== Requirement ==
Count every line in the data below where the word "Częsci" appears, then state only that count.

== Records ==
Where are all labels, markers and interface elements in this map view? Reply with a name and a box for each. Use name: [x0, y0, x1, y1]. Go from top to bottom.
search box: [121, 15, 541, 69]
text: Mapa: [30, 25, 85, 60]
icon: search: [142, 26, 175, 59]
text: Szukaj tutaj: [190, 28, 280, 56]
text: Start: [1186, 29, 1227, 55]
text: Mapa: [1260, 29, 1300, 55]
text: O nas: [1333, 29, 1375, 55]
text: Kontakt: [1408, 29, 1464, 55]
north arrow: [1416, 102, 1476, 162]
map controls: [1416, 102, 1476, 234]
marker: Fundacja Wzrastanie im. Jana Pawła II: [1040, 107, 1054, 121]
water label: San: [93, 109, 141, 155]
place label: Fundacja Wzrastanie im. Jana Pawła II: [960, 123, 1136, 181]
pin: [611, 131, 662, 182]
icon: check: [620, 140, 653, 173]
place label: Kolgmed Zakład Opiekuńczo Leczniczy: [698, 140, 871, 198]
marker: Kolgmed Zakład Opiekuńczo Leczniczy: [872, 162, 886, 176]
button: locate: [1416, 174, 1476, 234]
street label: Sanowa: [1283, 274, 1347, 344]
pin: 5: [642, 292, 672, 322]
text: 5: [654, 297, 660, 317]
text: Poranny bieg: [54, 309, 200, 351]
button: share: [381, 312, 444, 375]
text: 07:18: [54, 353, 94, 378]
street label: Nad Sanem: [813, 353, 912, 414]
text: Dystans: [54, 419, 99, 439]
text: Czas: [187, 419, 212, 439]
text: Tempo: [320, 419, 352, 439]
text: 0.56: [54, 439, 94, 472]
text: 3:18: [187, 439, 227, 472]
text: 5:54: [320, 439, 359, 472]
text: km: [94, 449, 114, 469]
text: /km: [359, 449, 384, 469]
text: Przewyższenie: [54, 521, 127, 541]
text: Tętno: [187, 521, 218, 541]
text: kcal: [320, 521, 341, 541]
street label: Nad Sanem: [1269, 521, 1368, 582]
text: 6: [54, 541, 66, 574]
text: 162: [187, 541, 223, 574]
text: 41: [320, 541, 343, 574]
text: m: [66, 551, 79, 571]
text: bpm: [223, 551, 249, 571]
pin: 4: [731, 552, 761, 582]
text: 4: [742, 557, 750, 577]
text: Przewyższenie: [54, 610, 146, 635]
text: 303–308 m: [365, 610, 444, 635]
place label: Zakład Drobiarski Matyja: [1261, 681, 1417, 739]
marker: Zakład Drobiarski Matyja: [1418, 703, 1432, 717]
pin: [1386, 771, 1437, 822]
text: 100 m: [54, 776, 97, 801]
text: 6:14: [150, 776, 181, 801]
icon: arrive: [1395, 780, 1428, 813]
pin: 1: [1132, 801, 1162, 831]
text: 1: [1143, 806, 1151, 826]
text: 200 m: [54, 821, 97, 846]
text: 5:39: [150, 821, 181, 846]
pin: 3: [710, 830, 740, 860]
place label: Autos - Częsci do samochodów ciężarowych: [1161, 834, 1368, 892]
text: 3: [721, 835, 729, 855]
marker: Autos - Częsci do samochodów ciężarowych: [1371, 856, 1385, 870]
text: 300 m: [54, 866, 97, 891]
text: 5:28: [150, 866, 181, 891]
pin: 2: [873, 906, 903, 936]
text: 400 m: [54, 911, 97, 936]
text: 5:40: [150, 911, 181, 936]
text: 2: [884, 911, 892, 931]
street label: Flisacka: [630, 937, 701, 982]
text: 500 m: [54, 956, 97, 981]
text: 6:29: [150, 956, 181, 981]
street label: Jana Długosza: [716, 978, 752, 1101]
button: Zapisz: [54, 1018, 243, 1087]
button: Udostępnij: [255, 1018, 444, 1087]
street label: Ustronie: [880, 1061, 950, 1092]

== Solution to this exercise ==
2